Saturday, May 19, 2018

i'm still thinking about that movie birdboy, the forgotten children. i wonder if it's for kids. it's on g-kids, but whoa, it's a dark mofo. it shows a nuclear explosion and the afterlife, a denuded landscape of trash where, like now in many parts of the planet, the survivors root through mounds of trash to scratch a living, and they fight over trash as the last resource. but the water is poisoned and there's no food growing.

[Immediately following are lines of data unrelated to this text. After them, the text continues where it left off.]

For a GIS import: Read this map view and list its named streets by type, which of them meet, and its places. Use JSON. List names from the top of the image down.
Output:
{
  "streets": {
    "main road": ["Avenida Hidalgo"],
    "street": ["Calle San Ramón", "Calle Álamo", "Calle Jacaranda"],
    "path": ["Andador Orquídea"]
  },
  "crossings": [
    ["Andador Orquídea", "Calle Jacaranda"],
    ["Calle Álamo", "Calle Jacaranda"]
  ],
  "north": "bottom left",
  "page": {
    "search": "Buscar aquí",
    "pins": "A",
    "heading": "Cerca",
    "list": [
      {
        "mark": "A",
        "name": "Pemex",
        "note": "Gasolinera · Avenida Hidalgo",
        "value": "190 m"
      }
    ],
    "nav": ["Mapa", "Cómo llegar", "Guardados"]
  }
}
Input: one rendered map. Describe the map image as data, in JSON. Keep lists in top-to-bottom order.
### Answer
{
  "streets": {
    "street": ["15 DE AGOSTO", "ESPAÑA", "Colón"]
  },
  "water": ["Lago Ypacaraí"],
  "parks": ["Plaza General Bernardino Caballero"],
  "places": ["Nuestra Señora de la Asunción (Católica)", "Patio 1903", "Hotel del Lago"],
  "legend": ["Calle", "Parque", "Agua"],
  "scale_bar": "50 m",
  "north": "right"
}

i have to admit i kind of tuned in and out so this is not a good review. i kept thinking ouch, that's harsh! i was scared- i don't have a kid, but my kid was scared, i kept thinking. birdboy couldn't fly, yet did, like me when i was a kid, i couldn't fly awake, and i was rooted in humiliation to the ground among other kids, but at night i flew like a demon, when i wasn't glassy-eyed with insomnia. i seem to even recall in flying dreams i was hunted, like birdboy is by the cops. the head cop kills him but he comes alive again and again. the junior cop asks, how many times have you killed birdboy? and the head cop can't say, many times. he wonders how many lives birdboy has and swears he will kill every one of them. i don't even remember how it ends now, and i cant watch it over, even if i didnt turn it in to the liberry. 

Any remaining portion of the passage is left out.